La necessità di avviare una nuova strategia, più radicale, di chiusura totale dimostra, di fatto, l’inefficacia delle prime azioni più blande di mero contenimento del contagio, anche quest’ultime mai condivise con gli scriventi.
Ferma restando la nostra collaborazione al fianco dell’Asl e degli enti superiori, tuttavia, si rende, quanto mai necessario, ricevere garanzie circa i tempi e i modi di quest’ultima azione che si vuole attuare.
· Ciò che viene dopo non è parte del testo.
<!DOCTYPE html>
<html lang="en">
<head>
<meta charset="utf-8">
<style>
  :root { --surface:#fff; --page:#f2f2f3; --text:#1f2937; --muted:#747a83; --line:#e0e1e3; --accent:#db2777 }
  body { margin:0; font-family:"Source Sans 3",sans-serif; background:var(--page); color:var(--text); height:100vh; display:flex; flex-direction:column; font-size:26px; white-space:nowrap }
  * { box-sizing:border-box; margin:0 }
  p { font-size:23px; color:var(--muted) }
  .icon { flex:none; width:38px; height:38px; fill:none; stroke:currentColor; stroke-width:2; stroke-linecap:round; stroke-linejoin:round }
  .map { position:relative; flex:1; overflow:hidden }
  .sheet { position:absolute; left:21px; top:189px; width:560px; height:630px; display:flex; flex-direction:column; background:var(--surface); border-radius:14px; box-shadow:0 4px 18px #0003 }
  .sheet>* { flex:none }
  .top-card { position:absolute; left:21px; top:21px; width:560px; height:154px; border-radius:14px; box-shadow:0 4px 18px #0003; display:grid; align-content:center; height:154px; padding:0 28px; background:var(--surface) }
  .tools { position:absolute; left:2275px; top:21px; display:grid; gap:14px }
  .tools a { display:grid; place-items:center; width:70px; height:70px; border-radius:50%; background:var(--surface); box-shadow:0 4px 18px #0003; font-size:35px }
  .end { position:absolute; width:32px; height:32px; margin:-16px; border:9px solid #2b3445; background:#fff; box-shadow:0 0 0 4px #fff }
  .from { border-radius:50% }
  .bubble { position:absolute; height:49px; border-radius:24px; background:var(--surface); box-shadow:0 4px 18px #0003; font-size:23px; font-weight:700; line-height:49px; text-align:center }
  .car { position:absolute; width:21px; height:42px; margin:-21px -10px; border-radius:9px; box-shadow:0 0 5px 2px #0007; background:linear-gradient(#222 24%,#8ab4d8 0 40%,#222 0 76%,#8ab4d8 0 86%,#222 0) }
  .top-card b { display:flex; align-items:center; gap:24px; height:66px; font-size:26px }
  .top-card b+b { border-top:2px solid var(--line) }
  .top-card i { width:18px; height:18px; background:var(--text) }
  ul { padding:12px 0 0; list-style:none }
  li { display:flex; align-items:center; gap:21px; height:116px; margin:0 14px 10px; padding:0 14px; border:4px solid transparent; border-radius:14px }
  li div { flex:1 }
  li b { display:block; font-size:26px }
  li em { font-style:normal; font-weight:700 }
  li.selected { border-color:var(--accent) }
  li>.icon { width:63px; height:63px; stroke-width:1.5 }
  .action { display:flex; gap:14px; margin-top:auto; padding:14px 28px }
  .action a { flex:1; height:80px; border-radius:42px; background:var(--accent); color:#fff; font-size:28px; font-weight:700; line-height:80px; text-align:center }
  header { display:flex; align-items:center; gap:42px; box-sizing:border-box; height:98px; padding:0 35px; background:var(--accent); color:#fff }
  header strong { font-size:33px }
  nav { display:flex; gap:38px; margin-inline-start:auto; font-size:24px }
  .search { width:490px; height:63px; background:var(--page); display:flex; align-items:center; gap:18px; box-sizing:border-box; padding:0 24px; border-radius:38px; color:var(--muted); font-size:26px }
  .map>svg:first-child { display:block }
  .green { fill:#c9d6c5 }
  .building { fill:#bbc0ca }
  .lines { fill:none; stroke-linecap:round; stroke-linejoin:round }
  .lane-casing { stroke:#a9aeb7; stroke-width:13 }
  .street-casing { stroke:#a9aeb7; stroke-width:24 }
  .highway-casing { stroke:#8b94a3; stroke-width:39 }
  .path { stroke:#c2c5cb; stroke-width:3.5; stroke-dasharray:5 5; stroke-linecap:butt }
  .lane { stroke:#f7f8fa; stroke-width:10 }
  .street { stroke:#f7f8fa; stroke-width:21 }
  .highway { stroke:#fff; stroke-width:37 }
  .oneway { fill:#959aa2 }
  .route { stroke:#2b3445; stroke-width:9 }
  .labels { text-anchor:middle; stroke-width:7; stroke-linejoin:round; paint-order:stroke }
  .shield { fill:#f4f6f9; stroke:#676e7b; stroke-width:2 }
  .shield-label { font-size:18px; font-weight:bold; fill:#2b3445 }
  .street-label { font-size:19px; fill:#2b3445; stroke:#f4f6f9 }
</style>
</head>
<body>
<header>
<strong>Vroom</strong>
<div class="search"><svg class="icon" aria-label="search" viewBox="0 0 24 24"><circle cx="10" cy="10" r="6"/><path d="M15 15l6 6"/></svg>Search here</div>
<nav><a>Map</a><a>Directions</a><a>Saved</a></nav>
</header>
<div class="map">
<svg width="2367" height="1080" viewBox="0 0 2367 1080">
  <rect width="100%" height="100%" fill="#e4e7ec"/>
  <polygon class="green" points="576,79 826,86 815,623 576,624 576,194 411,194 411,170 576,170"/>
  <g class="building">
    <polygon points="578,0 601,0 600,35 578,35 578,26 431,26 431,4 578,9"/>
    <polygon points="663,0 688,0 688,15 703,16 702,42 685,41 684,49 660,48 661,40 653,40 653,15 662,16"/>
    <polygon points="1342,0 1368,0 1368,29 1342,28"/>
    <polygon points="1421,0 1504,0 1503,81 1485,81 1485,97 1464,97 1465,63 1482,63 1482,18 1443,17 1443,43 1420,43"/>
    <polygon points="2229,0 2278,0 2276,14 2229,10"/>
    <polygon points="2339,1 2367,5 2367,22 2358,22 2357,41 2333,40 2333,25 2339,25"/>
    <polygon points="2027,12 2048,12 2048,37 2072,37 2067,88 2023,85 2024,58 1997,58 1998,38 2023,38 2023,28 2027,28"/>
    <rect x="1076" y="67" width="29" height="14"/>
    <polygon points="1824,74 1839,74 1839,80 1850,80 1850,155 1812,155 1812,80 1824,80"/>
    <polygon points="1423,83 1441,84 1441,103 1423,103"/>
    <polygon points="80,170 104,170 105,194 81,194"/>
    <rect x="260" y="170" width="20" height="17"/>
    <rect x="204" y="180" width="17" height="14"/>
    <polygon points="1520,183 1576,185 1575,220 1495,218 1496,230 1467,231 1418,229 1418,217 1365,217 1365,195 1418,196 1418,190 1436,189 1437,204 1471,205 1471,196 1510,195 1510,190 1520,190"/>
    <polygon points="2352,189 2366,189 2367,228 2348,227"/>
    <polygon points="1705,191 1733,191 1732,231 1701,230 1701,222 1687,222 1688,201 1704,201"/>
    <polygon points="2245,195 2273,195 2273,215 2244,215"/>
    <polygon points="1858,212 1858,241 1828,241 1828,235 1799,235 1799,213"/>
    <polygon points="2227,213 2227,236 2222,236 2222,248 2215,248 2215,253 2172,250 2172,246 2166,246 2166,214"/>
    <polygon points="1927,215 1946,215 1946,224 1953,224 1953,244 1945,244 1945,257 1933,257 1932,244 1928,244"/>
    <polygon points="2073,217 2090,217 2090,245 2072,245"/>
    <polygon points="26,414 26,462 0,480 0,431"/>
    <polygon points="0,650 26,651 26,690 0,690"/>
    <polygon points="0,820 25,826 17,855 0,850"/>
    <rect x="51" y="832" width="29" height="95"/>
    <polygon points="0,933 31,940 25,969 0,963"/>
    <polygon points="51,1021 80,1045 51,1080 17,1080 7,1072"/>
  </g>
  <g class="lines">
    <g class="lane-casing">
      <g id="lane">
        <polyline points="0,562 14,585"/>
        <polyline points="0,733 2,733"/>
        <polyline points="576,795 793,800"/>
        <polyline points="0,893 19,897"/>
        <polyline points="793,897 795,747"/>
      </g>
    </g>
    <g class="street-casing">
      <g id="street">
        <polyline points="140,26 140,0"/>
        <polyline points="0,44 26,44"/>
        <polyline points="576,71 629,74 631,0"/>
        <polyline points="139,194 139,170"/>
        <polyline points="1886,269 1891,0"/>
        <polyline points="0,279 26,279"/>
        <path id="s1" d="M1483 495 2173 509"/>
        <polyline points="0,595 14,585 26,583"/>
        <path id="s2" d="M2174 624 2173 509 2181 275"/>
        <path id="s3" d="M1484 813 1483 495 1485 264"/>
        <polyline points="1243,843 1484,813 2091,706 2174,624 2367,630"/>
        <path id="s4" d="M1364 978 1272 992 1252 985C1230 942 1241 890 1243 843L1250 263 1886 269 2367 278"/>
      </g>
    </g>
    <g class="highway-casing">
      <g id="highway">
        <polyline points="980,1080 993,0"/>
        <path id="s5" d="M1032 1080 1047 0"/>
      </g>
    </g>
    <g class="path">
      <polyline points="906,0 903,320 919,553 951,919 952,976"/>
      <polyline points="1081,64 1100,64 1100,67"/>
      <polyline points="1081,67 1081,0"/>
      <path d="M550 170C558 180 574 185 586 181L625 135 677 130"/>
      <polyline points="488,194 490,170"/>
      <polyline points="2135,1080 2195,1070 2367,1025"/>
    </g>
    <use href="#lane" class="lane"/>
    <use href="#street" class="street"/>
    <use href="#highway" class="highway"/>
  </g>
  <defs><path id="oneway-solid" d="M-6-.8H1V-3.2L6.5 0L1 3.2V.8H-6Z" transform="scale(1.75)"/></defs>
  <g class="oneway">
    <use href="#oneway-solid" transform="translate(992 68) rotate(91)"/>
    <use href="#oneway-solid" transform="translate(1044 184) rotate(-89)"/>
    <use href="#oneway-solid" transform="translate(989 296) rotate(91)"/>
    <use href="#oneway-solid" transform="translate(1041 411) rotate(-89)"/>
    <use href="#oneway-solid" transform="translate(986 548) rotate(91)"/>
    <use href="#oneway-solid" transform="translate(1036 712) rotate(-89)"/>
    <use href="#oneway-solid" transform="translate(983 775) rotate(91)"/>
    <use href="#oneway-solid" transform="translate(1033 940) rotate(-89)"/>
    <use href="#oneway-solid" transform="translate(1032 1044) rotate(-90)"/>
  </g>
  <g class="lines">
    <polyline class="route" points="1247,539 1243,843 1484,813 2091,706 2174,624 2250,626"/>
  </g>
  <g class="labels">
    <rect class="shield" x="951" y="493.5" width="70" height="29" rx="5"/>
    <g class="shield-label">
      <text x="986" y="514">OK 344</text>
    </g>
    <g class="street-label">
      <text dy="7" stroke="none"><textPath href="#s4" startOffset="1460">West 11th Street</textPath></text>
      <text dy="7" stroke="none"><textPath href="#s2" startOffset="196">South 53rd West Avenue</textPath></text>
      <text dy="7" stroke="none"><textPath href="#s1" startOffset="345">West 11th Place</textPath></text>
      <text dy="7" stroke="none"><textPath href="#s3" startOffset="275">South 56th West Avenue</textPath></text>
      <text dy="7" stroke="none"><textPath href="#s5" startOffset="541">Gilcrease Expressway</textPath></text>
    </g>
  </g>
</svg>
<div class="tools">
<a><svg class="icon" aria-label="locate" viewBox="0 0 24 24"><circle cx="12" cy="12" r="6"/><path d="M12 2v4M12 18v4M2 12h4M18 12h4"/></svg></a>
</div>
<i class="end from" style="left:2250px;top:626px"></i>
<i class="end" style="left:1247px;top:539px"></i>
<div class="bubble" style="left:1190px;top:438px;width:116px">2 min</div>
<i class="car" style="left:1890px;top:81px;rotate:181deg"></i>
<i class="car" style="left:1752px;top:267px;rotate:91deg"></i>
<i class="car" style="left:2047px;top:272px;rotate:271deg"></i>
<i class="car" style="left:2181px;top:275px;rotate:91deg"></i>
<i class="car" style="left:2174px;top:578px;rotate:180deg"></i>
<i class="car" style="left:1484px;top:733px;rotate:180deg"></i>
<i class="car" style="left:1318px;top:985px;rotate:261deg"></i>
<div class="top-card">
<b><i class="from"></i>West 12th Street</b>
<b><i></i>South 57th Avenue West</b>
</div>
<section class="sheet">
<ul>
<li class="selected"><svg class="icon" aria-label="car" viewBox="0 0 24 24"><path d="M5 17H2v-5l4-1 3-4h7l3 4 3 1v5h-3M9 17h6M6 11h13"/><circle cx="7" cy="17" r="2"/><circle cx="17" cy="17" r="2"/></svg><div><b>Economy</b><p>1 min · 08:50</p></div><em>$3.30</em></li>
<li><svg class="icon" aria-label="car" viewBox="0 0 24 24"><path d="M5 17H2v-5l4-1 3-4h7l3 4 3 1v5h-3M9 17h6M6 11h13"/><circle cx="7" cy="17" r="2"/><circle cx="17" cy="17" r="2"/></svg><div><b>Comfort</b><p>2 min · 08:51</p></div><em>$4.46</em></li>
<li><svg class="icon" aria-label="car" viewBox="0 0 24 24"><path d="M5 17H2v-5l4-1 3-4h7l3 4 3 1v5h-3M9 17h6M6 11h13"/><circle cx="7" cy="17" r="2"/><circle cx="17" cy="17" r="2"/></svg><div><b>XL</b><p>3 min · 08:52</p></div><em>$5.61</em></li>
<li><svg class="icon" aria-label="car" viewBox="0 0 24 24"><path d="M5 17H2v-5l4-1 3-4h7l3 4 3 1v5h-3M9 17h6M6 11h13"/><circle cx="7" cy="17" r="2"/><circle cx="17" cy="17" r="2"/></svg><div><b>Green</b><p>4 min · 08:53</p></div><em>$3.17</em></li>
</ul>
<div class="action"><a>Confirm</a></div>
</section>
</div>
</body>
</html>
Noi dobbiamo perciò conoscere preventivamente la durata delle operazioni di sanificazione, le attività che l’ospedale potrà espletare durante il periodo di chiusura e la data di riapertura.
Tutto ciò si rende necessario per scongiurare qualunque rischio che questa operazione possa rappresentare un passo irreversibile verso la temuta e catastrofica chiusura definitiva del presidio ospedaliero, così come temiamo stia accadendo per il reparto di Neonatologia e Pediatria, vedi nostra nota del 04/04 u.s. che si allega alla presente.
Tali timori, se confermati, genererebbero una reazione ferma e decisa di noi Sindaci e delle comunità che rappresentiamo e, proprio per evitare questa nefasta ipotesi, con la presente chiediamo di confrontarci quanto prima, eventualmente su piattaforma telematica, anche con il Presidente Michele Emiliano ed il Direttore del Dipartimento Sanità Vito Montanaro, che leggono per conoscenza”.